## Stored data entries
========
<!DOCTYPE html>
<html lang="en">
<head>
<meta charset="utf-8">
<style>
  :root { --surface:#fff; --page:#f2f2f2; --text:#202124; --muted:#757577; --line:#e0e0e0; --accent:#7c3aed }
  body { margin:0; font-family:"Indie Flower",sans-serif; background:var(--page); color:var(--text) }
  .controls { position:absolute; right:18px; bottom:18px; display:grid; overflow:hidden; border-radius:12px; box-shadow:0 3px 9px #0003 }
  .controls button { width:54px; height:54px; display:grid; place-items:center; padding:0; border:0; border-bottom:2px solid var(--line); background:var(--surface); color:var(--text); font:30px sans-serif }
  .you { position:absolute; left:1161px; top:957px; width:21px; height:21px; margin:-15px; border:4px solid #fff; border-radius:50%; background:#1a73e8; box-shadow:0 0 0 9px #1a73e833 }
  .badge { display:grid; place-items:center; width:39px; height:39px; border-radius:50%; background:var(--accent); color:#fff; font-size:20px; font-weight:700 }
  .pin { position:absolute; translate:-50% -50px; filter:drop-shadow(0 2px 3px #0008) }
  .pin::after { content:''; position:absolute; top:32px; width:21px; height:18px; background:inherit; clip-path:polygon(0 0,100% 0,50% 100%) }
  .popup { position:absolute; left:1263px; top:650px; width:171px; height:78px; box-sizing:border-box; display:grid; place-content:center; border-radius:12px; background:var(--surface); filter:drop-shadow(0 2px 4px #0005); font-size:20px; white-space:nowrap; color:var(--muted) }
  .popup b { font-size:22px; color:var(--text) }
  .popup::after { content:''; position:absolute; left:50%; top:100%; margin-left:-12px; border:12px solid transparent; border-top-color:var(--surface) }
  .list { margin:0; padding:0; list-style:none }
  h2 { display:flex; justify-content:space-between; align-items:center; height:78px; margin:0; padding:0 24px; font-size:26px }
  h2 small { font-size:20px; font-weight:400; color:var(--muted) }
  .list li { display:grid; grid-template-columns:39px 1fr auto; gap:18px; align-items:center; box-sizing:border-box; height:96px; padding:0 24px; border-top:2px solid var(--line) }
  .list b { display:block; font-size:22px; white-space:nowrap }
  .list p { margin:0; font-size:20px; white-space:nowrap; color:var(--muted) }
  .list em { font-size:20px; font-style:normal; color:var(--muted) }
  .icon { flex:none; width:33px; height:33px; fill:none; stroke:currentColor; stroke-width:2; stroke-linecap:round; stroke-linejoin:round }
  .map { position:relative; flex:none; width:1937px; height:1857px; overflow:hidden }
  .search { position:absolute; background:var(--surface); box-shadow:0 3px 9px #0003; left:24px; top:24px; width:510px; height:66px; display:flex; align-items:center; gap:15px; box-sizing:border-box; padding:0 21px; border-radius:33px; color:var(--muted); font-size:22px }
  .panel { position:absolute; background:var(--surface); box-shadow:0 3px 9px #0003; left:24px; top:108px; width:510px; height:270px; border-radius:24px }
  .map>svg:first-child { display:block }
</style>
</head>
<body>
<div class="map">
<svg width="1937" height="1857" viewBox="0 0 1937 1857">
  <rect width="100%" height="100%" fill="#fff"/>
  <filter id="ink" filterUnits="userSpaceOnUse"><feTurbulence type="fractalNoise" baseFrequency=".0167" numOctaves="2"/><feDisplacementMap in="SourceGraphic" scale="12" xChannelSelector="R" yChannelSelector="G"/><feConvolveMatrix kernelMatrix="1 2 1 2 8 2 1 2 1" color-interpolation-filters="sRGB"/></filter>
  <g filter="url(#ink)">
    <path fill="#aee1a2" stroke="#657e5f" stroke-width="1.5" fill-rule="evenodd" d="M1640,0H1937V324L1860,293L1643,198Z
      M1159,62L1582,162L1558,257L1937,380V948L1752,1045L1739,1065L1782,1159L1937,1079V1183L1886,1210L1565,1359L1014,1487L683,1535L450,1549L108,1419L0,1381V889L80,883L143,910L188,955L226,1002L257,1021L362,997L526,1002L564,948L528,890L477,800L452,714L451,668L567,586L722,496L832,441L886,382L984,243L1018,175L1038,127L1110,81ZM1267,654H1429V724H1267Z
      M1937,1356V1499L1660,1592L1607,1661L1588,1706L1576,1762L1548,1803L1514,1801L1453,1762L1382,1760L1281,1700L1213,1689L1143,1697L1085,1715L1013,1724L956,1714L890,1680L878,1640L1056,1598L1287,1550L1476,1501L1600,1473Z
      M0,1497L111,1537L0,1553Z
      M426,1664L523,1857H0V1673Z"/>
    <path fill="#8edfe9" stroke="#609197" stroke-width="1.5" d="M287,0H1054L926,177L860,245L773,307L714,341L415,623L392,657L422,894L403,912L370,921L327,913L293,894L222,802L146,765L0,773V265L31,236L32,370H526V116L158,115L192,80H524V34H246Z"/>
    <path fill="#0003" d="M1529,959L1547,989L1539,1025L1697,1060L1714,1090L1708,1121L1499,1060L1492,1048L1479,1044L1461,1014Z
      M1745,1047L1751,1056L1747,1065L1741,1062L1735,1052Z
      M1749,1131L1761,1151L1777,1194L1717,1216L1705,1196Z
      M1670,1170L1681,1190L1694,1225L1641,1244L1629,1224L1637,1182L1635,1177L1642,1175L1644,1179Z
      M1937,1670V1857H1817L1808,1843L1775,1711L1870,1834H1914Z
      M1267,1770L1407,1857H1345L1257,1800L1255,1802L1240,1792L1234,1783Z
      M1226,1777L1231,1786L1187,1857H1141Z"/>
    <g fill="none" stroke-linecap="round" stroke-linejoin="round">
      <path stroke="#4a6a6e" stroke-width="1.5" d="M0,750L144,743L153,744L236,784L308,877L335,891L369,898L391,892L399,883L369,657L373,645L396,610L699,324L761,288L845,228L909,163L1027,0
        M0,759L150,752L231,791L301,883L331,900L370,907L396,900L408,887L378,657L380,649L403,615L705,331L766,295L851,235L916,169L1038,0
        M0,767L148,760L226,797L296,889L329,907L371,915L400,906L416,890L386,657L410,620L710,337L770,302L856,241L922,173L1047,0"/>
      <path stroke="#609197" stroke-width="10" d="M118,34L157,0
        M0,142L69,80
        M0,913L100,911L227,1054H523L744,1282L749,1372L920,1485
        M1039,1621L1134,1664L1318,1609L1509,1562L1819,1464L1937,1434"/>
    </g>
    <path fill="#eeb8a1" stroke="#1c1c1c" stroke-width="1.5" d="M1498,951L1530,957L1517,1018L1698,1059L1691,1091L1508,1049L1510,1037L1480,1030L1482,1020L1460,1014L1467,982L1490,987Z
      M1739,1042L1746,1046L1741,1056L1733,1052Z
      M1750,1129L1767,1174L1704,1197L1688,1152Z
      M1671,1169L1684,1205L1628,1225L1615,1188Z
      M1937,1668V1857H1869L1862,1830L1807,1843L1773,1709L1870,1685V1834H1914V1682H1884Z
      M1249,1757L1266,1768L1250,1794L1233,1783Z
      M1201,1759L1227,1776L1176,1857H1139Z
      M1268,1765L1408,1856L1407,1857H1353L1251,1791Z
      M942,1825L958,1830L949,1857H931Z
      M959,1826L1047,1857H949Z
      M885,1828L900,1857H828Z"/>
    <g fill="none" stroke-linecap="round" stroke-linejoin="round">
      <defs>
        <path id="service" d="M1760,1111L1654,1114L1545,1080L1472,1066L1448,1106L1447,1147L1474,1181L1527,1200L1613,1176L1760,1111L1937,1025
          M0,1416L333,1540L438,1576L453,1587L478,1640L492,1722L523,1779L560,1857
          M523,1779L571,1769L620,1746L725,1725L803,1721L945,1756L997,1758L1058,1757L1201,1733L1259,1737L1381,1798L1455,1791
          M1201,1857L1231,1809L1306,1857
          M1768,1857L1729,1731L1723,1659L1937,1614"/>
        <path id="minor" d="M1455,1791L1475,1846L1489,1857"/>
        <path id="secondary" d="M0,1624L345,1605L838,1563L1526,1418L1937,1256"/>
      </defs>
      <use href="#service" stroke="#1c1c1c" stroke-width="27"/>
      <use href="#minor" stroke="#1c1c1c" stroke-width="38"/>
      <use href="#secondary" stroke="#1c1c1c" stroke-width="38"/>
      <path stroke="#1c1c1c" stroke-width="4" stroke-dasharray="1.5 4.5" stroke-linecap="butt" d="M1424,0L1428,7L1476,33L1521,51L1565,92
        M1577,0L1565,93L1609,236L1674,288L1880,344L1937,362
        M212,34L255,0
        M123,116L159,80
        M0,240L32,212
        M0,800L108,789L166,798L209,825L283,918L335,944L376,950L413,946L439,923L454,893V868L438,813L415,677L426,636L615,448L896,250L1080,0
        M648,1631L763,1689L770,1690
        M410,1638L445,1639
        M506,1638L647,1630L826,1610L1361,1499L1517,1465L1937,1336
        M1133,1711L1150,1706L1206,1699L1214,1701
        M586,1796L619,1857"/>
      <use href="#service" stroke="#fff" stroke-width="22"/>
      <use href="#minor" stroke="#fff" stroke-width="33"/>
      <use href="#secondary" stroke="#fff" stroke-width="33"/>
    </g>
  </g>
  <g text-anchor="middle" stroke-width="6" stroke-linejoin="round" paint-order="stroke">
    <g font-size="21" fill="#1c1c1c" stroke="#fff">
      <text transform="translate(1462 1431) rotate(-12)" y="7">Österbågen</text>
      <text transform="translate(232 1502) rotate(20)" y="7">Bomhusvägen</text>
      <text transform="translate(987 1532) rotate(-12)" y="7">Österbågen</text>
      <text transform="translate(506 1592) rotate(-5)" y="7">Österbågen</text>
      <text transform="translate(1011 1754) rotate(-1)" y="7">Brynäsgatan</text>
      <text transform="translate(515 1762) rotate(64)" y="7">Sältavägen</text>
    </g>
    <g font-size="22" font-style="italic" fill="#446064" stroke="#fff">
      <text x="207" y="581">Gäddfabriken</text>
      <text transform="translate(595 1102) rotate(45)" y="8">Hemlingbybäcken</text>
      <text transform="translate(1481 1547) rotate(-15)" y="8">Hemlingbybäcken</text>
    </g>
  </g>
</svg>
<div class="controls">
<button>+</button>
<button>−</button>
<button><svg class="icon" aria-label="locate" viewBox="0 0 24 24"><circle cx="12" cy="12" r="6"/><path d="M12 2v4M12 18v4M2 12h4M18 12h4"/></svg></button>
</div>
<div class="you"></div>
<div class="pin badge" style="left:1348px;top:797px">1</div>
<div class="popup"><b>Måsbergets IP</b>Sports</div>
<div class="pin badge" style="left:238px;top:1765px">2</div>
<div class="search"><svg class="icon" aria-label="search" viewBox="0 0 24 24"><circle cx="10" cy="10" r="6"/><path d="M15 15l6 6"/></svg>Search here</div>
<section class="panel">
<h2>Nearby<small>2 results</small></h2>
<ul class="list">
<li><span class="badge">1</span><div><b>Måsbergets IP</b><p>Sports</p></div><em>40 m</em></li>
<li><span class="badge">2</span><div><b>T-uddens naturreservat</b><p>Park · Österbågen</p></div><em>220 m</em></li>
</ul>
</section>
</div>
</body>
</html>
========
## PROBLEM DESCRIPTION
Whenever "page" occurs in a line of the entries, copy that line.

## FINISHED EXERCISE
  :root { --surface:#fff; --page:#f2f2f2; --text:#202124; --muted:#757577; --line:#e0e0e0; --accent:#7c3aed }
  body { margin:0; font-family:"Indie Flower",sans-serif; background:var(--page); color:var(--text) }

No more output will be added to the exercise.